(Saved data entries)
□ □ □ □ □
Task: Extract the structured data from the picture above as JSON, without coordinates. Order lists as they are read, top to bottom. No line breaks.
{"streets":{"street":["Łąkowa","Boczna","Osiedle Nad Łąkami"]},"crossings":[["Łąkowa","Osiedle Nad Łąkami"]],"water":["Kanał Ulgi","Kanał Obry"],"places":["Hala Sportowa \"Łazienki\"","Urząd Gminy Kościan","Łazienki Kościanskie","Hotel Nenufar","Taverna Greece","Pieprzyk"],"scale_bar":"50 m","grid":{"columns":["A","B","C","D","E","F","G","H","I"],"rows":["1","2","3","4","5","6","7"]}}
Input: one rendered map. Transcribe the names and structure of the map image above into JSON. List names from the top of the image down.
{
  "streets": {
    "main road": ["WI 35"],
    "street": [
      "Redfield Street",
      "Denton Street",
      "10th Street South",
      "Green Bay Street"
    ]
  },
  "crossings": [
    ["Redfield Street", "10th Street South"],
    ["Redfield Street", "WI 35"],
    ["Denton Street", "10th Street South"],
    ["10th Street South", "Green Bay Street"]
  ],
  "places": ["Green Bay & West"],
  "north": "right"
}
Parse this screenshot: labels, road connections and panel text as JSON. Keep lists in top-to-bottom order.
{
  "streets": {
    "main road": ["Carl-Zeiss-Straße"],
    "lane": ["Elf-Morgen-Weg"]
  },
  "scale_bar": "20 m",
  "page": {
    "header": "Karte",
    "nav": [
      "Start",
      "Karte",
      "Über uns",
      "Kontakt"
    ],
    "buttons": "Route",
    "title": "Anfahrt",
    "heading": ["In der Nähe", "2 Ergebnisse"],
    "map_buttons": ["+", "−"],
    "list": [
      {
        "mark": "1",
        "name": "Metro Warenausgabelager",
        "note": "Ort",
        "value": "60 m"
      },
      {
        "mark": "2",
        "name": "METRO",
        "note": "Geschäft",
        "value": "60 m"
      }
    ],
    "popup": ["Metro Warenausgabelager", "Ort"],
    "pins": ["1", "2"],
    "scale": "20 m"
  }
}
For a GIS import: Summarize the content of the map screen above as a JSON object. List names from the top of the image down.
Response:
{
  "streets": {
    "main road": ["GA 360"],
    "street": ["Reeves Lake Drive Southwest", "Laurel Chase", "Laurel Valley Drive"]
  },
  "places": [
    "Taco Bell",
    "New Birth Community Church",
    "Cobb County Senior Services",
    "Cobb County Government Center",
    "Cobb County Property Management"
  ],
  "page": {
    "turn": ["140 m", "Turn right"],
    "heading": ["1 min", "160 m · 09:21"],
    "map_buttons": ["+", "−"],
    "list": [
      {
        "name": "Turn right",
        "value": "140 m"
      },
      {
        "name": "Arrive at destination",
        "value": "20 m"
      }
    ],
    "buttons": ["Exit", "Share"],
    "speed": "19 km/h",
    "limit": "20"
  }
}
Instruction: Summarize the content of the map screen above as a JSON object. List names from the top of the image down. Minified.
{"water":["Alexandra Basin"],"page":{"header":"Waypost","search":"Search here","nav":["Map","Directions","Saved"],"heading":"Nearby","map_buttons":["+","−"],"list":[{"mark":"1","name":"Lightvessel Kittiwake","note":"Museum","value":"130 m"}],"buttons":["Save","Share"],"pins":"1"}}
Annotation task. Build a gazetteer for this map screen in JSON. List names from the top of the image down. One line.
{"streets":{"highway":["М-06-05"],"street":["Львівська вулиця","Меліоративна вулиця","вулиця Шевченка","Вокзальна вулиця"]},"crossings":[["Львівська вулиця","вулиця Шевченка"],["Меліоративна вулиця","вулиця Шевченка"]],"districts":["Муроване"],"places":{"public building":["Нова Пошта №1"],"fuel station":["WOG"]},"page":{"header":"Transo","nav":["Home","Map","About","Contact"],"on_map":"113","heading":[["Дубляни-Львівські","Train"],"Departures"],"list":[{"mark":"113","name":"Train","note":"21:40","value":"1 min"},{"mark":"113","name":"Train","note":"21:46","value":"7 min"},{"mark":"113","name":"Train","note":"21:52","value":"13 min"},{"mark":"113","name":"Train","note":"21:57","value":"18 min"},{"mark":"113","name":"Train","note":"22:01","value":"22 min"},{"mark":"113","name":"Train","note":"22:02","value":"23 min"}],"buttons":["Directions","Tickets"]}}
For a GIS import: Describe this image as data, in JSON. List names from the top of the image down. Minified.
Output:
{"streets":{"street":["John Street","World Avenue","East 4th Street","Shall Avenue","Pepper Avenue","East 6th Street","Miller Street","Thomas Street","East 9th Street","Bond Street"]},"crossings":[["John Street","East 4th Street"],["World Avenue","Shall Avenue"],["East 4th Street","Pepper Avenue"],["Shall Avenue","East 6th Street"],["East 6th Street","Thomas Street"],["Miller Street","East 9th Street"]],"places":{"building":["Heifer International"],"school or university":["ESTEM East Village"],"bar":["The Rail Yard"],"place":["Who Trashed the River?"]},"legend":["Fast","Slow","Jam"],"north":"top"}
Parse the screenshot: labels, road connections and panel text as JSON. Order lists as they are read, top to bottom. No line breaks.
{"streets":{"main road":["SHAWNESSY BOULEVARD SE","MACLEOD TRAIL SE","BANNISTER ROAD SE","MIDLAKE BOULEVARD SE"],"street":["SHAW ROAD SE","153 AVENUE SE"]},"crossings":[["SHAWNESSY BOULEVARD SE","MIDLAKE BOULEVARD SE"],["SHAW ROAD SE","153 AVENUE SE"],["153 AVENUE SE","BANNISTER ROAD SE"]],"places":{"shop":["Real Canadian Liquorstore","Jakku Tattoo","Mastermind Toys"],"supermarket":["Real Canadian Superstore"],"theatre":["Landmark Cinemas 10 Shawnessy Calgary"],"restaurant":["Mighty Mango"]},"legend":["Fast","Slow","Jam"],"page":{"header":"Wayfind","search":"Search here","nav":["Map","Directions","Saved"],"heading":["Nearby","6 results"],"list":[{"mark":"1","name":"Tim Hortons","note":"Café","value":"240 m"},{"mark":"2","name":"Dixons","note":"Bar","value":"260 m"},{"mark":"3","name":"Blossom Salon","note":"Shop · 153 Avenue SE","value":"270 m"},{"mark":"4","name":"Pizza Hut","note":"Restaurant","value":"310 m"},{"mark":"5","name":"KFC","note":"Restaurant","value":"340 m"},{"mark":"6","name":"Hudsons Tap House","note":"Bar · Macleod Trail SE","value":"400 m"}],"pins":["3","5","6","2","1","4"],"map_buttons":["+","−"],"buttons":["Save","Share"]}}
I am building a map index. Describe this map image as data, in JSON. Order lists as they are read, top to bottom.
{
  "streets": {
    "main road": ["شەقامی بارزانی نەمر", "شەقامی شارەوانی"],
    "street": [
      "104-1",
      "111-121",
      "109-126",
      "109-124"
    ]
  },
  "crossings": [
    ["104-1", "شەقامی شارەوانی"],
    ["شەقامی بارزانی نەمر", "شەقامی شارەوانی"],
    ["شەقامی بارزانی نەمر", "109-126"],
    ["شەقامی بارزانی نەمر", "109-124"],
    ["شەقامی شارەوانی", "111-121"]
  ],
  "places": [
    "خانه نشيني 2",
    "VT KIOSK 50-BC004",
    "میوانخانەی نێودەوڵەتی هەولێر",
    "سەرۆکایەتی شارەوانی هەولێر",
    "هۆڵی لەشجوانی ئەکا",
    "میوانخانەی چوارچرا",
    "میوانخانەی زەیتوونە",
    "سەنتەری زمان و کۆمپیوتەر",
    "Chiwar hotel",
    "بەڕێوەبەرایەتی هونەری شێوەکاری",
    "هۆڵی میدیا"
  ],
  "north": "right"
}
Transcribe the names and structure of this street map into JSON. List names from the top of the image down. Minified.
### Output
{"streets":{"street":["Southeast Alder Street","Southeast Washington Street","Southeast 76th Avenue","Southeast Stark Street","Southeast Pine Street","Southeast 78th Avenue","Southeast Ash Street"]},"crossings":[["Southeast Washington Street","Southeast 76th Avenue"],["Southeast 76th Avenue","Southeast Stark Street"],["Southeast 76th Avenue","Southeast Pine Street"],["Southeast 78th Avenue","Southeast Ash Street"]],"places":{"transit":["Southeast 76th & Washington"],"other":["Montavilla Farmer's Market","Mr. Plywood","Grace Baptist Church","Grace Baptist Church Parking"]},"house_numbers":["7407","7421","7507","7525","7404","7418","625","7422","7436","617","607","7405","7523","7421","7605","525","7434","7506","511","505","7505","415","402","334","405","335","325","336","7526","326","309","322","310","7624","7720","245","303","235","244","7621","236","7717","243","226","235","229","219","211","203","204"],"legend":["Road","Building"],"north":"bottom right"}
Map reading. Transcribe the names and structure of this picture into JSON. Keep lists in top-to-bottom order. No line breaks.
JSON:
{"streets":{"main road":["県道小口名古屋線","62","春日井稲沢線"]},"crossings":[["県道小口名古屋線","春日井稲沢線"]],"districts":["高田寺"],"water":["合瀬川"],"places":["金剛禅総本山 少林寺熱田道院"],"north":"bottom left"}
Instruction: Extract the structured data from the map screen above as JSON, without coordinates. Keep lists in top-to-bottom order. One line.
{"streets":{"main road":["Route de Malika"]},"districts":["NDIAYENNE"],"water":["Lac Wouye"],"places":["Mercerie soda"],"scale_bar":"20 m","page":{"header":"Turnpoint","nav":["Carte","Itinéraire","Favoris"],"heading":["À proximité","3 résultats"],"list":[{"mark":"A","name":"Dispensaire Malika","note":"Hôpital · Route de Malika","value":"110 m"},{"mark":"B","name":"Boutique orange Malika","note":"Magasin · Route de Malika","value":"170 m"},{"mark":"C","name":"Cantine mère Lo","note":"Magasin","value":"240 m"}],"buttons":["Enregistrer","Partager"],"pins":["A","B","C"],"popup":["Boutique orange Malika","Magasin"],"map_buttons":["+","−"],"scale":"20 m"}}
□ □ □ □ □
> Problem details
Each line from the one containing "Instruction: Extract the" to the end of the records should be echoed exactly, and no other line.

> Solution for this problem
Instruction: Extract the structured data from the map screen above as JSON, without coordinates. Keep lists in top-to-bottom order. One line.
{"streets":{"main road":["Route de Malika"]},"districts":["NDIAYENNE"],"water":["Lac Wouye"],"places":["Mercerie soda"],"scale_bar":"20 m","page":{"header":"Turnpoint","nav":["Carte","Itinéraire","Favoris"],"heading":["À proximité","3 résultats"],"list":[{"mark":"A","name":"Dispensaire Malika","note":"Hôpital · Route de Malika","value":"110 m"},{"mark":"B","name":"Boutique orange Malika","note":"Magasin · Route de Malika","value":"170 m"},{"mark":"C","name":"Cantine mère Lo","note":"Magasin","value":"240 m"}],"buttons":["Enregistrer","Partager"],"pins":["A","B","C"],"popup":["Boutique orange Malika","Magasin"],"map_buttons":["+","−"],"scale":"20 m"}}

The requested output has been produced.